Савельев развязал тесёмку, развернул донос. Пробежал глазами по первой странице. Брови чуть приподнял.
– Женя. У тебя это уже третья бумага на Стрешнева П. А. Первая – у Долгушина в Казани, по шестьдесят второй. Вторая – декабрь, по той же шестьдесят второй, с ответом. Третья – у меня. О чём?
– О превышении полномочий при ревизии трактиров в октябре. И о покровительстве Залесскому.
– Залесский – это кто?
– Учитель гимназии в Бережанске. Бывший студент, ссылка в восьмидесятом за пропаганду. Третий год тихий, географию преподаёт. Но – ссыльный. Под надзором.
Савельев подпёр подбородок рукой. Карандаш, которым он перед этим зачёркивал что-то в соседней бумаге, прошёлся по самому краю папки, будто проверяя её на прочность.
– И ссыльный, разумеется, у этого Стрешнева – любимый работник.
– Не любимый. Но – и не сосланный обратно. Ещё сын Стрешнева осенью был пойман с листовкой на гектографе.
– Хорошо.
Савельев закрыл папку, опять завязал тесёмку. Потом раскрыл её снова, вытащил главный лист. Взял перо, обмакнул. Подписал не глядя, одной длинной размашистой завитушкой через две трети листа – так он подписывал все бумаги в этом кабинете, и за четыре года Мальцев видел эту завитушку сотни раз.

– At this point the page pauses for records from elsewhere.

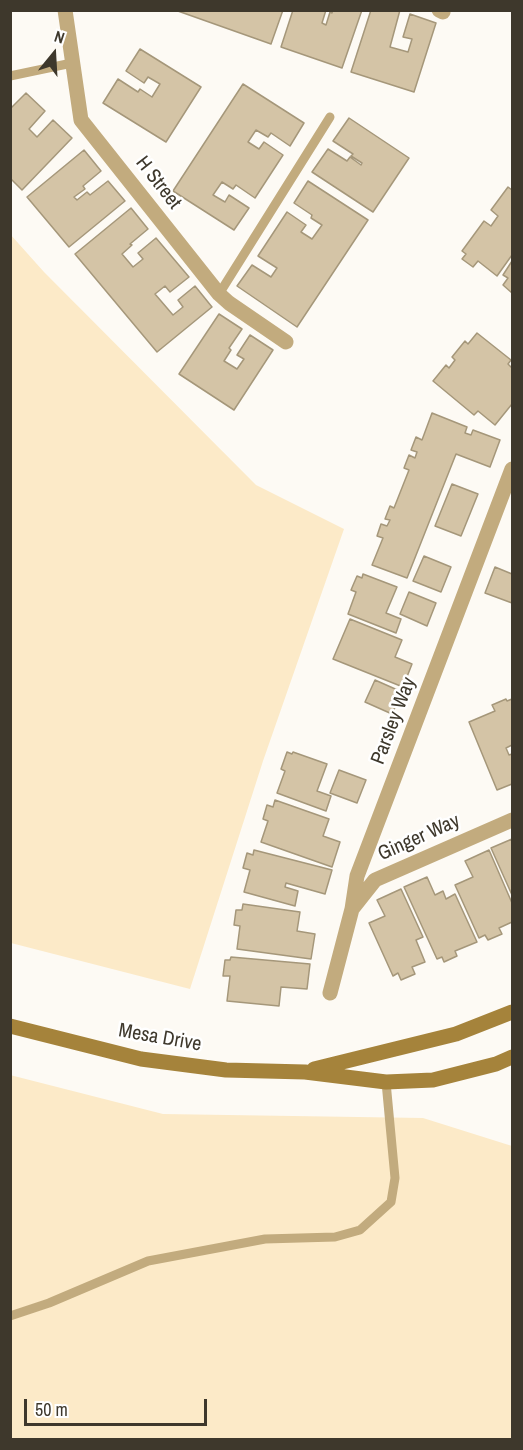 <!DOCTYPE html>
<html>
<head>
<meta charset="utf-8">
<style>
  body { margin:0 }
  #map { position:relative; width:523px; height:1450px; overflow:hidden; background:#fdfaf4; font-family:"Archivo Narrow",sans-serif }
  canvas { display:block }
  .frame { position:absolute; inset:0; border:12px solid #3e382c; pointer-events:none }
  .north { position:absolute; left:24px; top:24px; width:60px; height:60px; -webkit-text-stroke:4px #fff; paint-order:stroke; rotate:18deg; font-size:16px; font-weight:700; line-height:24px; text-align:center; color:#3e382c }
  .north::after { content:''; display:block; margin:auto; width:21px; height:27px; background:#3e382c; clip-path:polygon(50% 0,100% 100%,50% 72%,0 100%) }
  .scale { position:absolute; left:24px; top:1399px; width:183px; height:27px; box-sizing:border-box; border:3px solid #3e382c; border-top:0; padding-left:8px; font-size:18px; line-height:21px; white-space:nowrap; color:#3e382c; -webkit-text-stroke:4px #fff; paint-order:stroke }
</style>
</head>
<body>
<div id="map">
<canvas width="523" height="1450"></canvas>
<div class="frame"></div>
<div class="north">N</div>
<div class="scale">50 m</div>
</div>
<script>
const context = document.querySelector('canvas').getContext('2d');
context.lineJoin = 'round';
function paint(path, color) {
  context.fillStyle = color;
  context.fill(path, 'evenodd');
}
function trace(path, color, width, dash) {
  context.strokeStyle = color;
  context.lineWidth = width;
  context.lineCap = dash ? 'butt' : 'round';
  context.setLineDash(dash || []);
  context.stroke(path);
}
function label(font, color, halo, rows, align = 'center') {
  context.font = font + ' "Archivo Narrow",sans-serif';
  context.lineWidth = 5;
  context.setLineDash([]);
  context.textBaseline = 'middle';
  context.strokeStyle = halo;
  context.fillStyle = color;
  for (const [text, x, y, turn = 0] of rows) {
    context.save();
    context.translate(x, y);
    context.rotate((+turn || 0) * Math.PI / 180);
    context.textAlign = isNaN(turn) ? turn : align;
    if (halo) context.strokeText(text, 0, 0);
    context.fillText(text, 0, 0);
    context.restore();
  }
}
paint(new Path2D(`
  M10,234l34,38 212,213 88,44 -81,232 -73,228 -179,-46z
  M10,1075l153,39 260,4 89,28v293h-501z`), '#fceac8');
const building = new Path2D(`
  M175,10h108l-12,34z
  M293,10h33l-4,13 4,2 4,-13 2,1 1,-3h29l-20,58 -61,-21z
  M371,10h29l-10,37 18,5 4,-13 -9,-2 7,-23 26,9 -22,69 -63,-20z
  M140,49l61,38 -35,55 -63,-39 15,-24 20,13 2,-3 12,8 8,-13 -12,-7 -4,6 -18,-12z
  M243,84l61,39 -14,23 -19,-13 -3,4 -12,-7 -8,12 11,7 5,-7 19,13 -28,43 -19,-13 -3,4 -11,-7 -9,13 12,7 4,-7 20,13 -15,22 -61,-39z
  M26,93l19,18 -16,18 8,8 16,-17 19,18 -50,52 -12,-12v-69z
  M349,118l60,40 -36,54 -61,-40 16,-23 19,12 3,-4 11,8 1,-2 -11,-7 2,-2 -20,-13z
  M84,150l17,21 -18,15 2,3 -11,8 3,3 10,-8 3,3 18,-14 17,20 -56,46 -42,-50z
  M308,181l60,39 -71,107 -60,-41 15,-21 19,12 6,-9 -19,-12 29,-44 19,13 -5,7 11,7 10,-14 -11,-7 1,-3 -18,-12z
  M508,187l4,3v65l-15,21 -19,-15 -5,6 -11,-8 4,-5 -4,-3 22,-30 7,5 7,-10 -7,-6z
  M131,208l17,21 -18,15 2,1 -10,9 11,13 10,-8 -5,-6 18,-15 33,39 -19,15 -5,-6 -10,8 18,21 10,-8 -5,-7 17,-14 17,21 -55,45 -82,-98z
  M512,261v32l-9,-8 5,-7 -5,-3z
  M219,314l23,15 -13,19 2,2 -7,11 13,8 7,-10 -7,-4 13,-20 23,15 -39,60 -55,-36z
  M477,333l34,27 -3,4 4,4v36l-17,21 -17,-14 -4,4 -41,-34 13,-16 3,3 6,-8 -3,-3 13,-16 3,3z
  M432,413l35,14 -2,6 6,2 2,-5 27,10 -10,27 -34,-13 -49,124 -35,-13 11,-27 -6,-2 4,-12 6,2 3,-6 -5,-1 5,-13 4,2 15,-38 -5,-2 5,-13 6,3 2,-6 -6,-2 5,-13 6,3z
  M452,484l26,10 -17,42 -26,-10z
  M424,556l27,11 -10,25 -28,-11z
  M495,567l17,7v29l-27,-10z
  M363,574l34,13 -11,26 15,6 -5,14 -48,-19 8,-22 -5,-2 6,-14 5,2z
  M409,592l27,11 -9,23 -27,-12z
  M350,619l52,21 -7,17 17,7 -9,23 -70,-28z
  M375,680l27,12 -10,22 -27,-12z
  M506,699l1,2 5,-2v46l-6,3 3,7 3,-1v30l-15,6 -28,-68 26,-11 -3,-6z
  M287,752l5,2 1,-2 34,12 -10,27 14,5 -5,15 -49,-18 8,-22 -4,-2z
  M339,770l27,10 -9,23 -27,-10z
  M275,800l54,19 -6,17 17,6 -8,25 -71,-25 7,-21 -5,-2 4,-14 6,2z
  M512,839v56l-21,-47z
  M254,850l78,20 -7,24 -39,-11 -1,4 13,4 -3,15 -51,-14 6,-22 -7,-2 4,-15 6,2z
  M489,850l23,53v19l-13,6 3,6 -14,6 -3,-5 -6,3 -24,-53 18,-8 -8,-16z
  M427,877l8,18 8,-4 3,8 9,-5 22,48 -22,9 2,5 -13,6 -2,-5 -5,2 -33,-72z
  M401,889l22,48 -7,3 9,22 -13,5 3,7 -14,6 -3,-7 -5,3 -24,-53 16,-7 -8,-16z
  M243,904l57,8 -3,19 18,3 -4,25 -74,-10 3,-23 -6,-1 2,-15h6z
  M231,957l79,7 -3,25 -26,-2 -2,19 -52,-5 3,-25h-7l2,-16h5z`);
paint(building, '#d4c4a6');
trace(building, '#a5977a', 1.5);
trace(new Path2D(`
  M10,76l62,-13
  M219,294l111,-177
  M10,1316l39,-13 99,-42 117,-22 70,-2 25,-7 31,-28 4,-24 -9,-96`), '#c2ab7e', 9);
trace(new Path2D(`
  M65,10l16,110 138,174 10,9 57,39
  M439,10l4,2
  M352,909l23,-29 137,-60
  M330,993l22,-84 5,-33 155,-407`), '#c2ab7e', 15);
trace(new Path2D(`
  M10,1026l131,33 85,11 79,2 81,10 47,-2 63,-16 16,-7
  M314,1069l142,-35 56,-22`), '#a5833b', 15);
label('20px', '#3e382c', '#fff', [
  ["H Street",158,183,52],
  ["Parsley Way",394,721,-69],
  ["Ginger Way",419,838,-24],
  ["Mesa Drive",160,1038,10]
]);
</script>
</body>
</html>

– Женя. Ты понимаешь, что это – политическое.
– Понимаю.
– В первых двух бумагах – административное, сословное, по Городовому положению. А здесь – уже по душу лезем.
– Понимаю.
– Ты уверен, что оно нужно?
Мальцев посмотрел мимо Савельева – в угол кабинета, чуть выше его правого плеча, где на тёмных обоях отчётливо виднелась прямоугольная светлая тень от снятой когда-то картины. Так он смотрел, когда не решил ещё, что сказать. Потом пожал плечами.
– Оно нужно тестю.
Савельев на этот раз посмотрел прямо в глаза. Короткий взгляд, без выражения.
– Понял.
Представление легло в левую стопку.
– Номер дам во вторник. Дознание оформляется через Раздольского – знаешь?
– Жандармская линия?
– Она. Он у нас параллельно сидит, по провинциям. Третья лестница, четвёртый этаж. Передам ему в пятницу. Дальше – сам Раздольский решает, кого посылает. Если твой Стрешнев – как ты говоришь, упрямый, – пошлёт кого-нибудь серьёзнее обычного.
– Пусть посылает.
Мальцев, сказав это, тут же по инерции канцелярской привычки добавил – не вопросом даже, а скорее служебной справкой самому себе вслух:
– Костя. По формальности спрошу. Как само дознание раскручивается, когда офицер приедет? Общий формуляр помню, детали – давно не касался. У меня в Департаменте – сословное, политика не моя.
– Правда не касался?
– По правде – нет.
Савельев откинулся в кресле. Под ним коротко скрипнула пружина – та же, что скрипела при Мальцеве и два, и три, и четыре года назад.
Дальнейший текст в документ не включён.